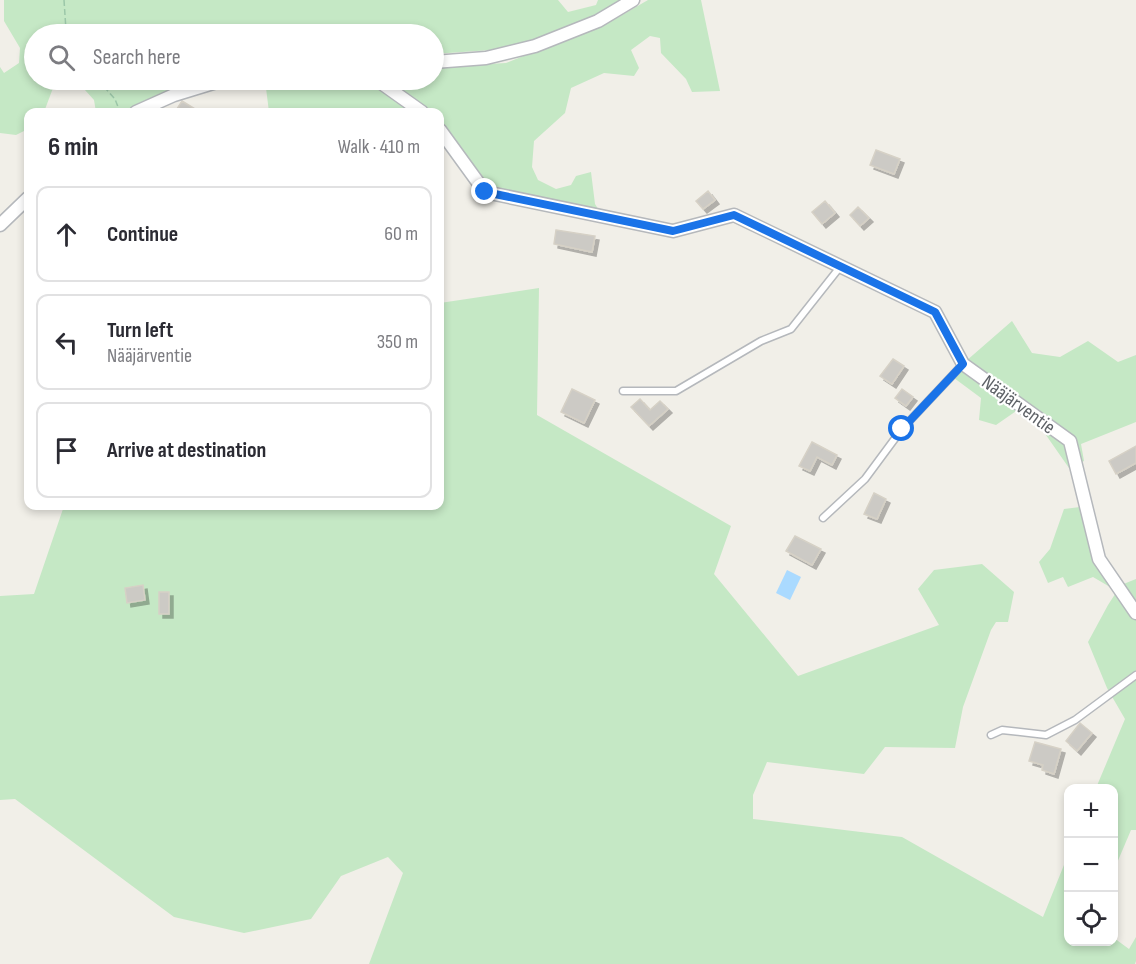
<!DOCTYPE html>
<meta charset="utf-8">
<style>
:root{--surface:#fff;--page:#f2f2f3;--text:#2b2b33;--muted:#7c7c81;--line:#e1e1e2}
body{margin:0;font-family:"Sofia Sans Condensed",sans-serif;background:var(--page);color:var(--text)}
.controls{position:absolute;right:18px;bottom:18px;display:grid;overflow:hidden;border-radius:12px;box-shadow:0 3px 9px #0003}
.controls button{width:54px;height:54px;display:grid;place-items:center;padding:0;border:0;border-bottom:2px solid var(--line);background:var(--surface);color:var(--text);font:30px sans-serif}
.stop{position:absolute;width:18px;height:18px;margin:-14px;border:4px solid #1a73e8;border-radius:50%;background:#fff}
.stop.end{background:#1a73e8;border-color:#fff;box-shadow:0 2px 6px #0008}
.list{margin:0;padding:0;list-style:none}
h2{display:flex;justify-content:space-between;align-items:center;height:78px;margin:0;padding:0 24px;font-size:26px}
h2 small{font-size:20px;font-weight:400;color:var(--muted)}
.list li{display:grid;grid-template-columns:39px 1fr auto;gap:18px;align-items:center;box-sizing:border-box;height:96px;margin:0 12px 12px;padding:0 12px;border:2px solid var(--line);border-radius:12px}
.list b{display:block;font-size:22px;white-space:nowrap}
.list p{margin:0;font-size:20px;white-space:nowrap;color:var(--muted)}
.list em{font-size:20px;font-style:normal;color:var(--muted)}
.icon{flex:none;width:33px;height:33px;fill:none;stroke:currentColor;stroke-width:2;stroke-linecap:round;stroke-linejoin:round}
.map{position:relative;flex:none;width:1136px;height:964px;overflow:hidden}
.search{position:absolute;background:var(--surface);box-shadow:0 3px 9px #0003;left:24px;top:24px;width:420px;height:66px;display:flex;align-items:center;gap:15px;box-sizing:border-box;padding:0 21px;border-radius:33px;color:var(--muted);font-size:22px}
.panel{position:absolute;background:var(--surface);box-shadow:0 3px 9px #0003;left:24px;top:108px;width:420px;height:402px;border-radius:12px}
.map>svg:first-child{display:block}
.green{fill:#c5e8c5}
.water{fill:#aadaff}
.building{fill:#cccac5;stroke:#d6d1c6;stroke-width:1.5;filter:url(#shadow)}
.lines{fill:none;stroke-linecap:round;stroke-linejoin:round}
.lane-casing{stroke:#b5b8bc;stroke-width:9}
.street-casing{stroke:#b5b8bc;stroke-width:15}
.path{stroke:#9cc7a9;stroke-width:1.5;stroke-dasharray:6 3;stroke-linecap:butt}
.lane{stroke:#fff;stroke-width:6}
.street{stroke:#fff;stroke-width:12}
.route{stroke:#1a73e8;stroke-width:8}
.labels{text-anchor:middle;stroke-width:4.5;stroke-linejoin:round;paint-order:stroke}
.street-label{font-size:20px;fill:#5f6368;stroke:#fff}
</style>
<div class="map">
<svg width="1136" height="964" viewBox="0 0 1136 964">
<defs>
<filter id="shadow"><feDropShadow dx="4" dy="4" stdDeviation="0" flood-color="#0004"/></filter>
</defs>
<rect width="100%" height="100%" fill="#f1efe8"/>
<path class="green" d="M4,0H558L568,12L596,5L598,0H623L592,19L505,49L434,54V34H34V80H56L44,112H28V129L16,135L0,133V67L4,73L19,63L20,48L4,21Z
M648,0H701L720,91L692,92L686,79L661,53L660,38L650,36L631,50L639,68L634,76L604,73L571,88L565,113L534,141L532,167L538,180L556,189L571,185L576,176L591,172L595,204L600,212L492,189L440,120V112H434L382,80H434V67L506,63L617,18Z
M76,80H200L187,82L123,112H96L94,100Z
M265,80H367L414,112H269Z
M539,288L537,415L731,526L714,574L798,676L939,625L918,589L934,570L982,564L1014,592L1008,622H996L991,630L963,707L955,748L885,747L864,774L767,762L753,795V819L902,837L1043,917L1068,855V942H1114V938L1129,949L1136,937V961L1135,964H369L403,873L388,857L341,876L311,919L244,933L174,917L15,799L0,800V596L34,594L64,506H440V303Z
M1012,321L1032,353L1060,357L1088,341L1118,362L1136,355V422L1081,444L1084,461L1069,468L1025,405L996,425L979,420L981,398L950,375Z
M1080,507L1091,545L1110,587L1093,577L1068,587L1063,577L1048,583L1039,562L1050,549L1064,509Z
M1136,579V830H1131L1114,870V788H1096L1125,719L1107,688L1088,642L1108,605L1121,585Z"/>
<path class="water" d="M787,570L801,577L790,600L776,593Z"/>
<path class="building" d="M182,101L200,112H175Z
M876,150L900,159L894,174L870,165Z
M708,191L715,200L703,209L696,201Z
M825,201L835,213L822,224L812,212Z
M858,207L869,218L860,226L850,215Z
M556,230L595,236L592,252L554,244Z
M893,359L904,366L892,384L880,376Z
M572,389L595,400L584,423L561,412Z
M902,389L913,397L906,406L895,398Z
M640,399L650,410L660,401L668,409L649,426L631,407Z
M812,442L837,455L832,465L817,457L810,471L799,466Z
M1136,446V463L1116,474L1109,461Z
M874,493L886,499L877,519L864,514Z
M795,536L821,549L812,565L786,551Z
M143,585L145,600L127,603L125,588Z
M159,592H169V614H159Z
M1080,723L1092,733L1077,751L1066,741Z
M1035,742L1061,749L1054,774L1042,770L1043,765L1029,761Z"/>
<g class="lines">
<g class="lane-casing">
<path id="lane" d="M623,391H676L761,341L791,329L840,267
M823,518L865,479L902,429L963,364
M991,735L1002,730L1046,735L1075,720L1136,675"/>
</g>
<g class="street-casing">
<path id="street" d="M434,62L486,58L535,46L598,21L633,0
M377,80L422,112
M136,112L174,95L223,80
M440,130L485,192L673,231L734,215L935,312L963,364L1070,441L1099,559L1136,613
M0,225L28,198"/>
</g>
<path class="path" d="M64,0L66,30L67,34
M98,80L115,99L120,112"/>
<use href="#lane" class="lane"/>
<use href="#street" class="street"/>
</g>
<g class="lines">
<path class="route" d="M485,192L673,231L734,215L935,312L963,364L902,429"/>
</g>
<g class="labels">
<g class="street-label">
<text transform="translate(1019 404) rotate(36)" y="7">Nääjärventie</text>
</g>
</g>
</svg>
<div class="controls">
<button>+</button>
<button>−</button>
<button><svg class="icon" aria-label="locate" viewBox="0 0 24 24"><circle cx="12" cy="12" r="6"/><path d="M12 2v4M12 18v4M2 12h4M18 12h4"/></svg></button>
</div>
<div class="stop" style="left:902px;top:429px"></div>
<div class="stop end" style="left:485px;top:192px"></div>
<div class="search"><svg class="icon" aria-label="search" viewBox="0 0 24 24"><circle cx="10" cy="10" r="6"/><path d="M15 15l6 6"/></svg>Search here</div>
<section class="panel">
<h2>6 min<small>Walk · 410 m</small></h2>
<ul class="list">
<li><svg class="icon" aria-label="ahead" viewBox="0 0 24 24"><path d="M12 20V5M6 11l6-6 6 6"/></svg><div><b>Continue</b></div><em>60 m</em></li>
<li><svg class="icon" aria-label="left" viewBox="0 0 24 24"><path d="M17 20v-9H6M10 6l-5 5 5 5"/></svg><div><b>Turn left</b><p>Nääjärventie</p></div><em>350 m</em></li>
<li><svg class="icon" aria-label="arrive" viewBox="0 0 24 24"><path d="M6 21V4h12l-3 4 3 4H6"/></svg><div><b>Arrive at destination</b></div></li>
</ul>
</section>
</div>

^^^^^^^^^^^^^^^^

Task prompt: Pull out every line of the records that includes the string "serif".

Response area:
body{margin:0;font-family:"Sofia Sans Condensed",sans-serif;background:var(--page);color:var(--text)}
.controls button{width:54px;height:54px;display:grid;place-items:center;padding:0;border:0;border-bottom:2px solid var(--line);background:var(--surface);color:var(--text);font:30px sans-serif}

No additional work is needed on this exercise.